→ Requirement: Check every line below for the word "Bloc" and show those that hold it.

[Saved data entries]
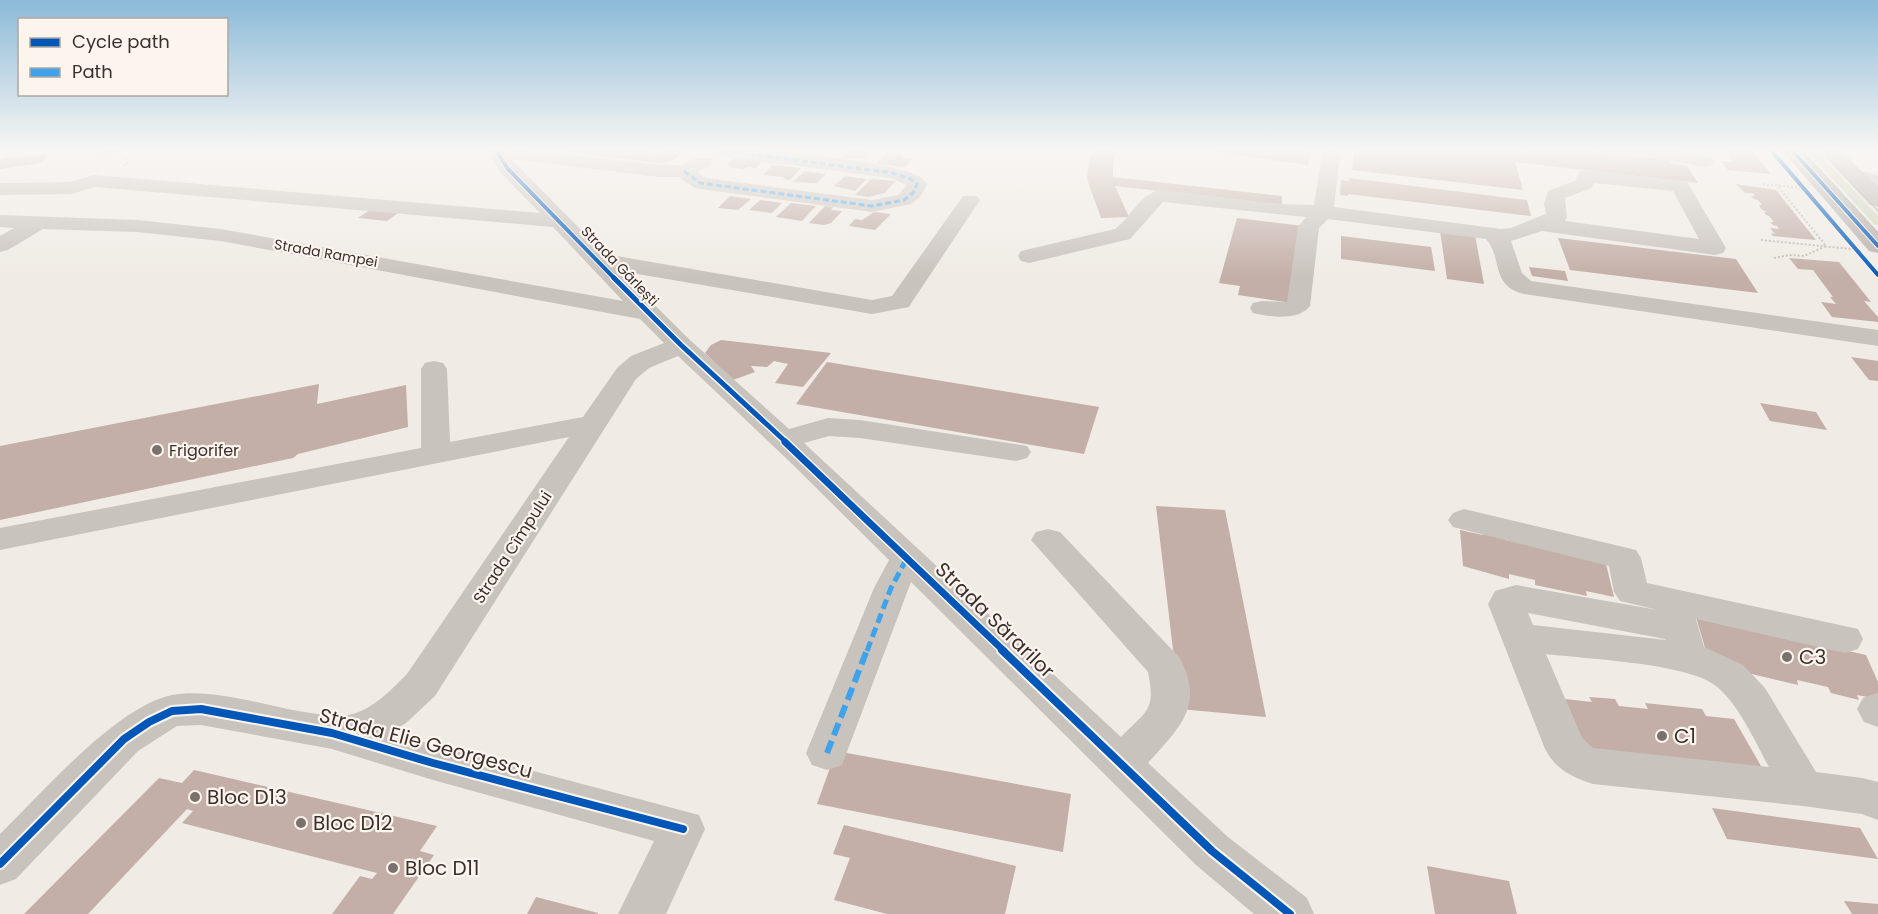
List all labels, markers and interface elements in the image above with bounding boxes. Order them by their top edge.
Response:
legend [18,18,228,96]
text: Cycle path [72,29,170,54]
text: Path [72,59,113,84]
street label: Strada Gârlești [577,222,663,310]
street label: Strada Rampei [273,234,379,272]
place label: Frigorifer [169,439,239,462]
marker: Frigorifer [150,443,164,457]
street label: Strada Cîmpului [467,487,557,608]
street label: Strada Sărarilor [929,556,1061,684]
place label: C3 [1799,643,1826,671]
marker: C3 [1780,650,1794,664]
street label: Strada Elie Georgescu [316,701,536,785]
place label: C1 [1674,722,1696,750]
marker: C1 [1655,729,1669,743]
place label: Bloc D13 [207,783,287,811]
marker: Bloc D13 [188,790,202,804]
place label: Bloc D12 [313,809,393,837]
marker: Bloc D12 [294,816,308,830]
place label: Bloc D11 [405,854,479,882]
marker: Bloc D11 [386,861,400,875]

→ Answer to this task:
place label: Bloc D13 [207,783,287,811]
marker: Bloc D13 [188,790,202,804]
place label: Bloc D12 [313,809,393,837]
marker: Bloc D12 [294,816,308,830]
place label: Bloc D11 [405,854,479,882]
marker: Bloc D11 [386,861,400,875]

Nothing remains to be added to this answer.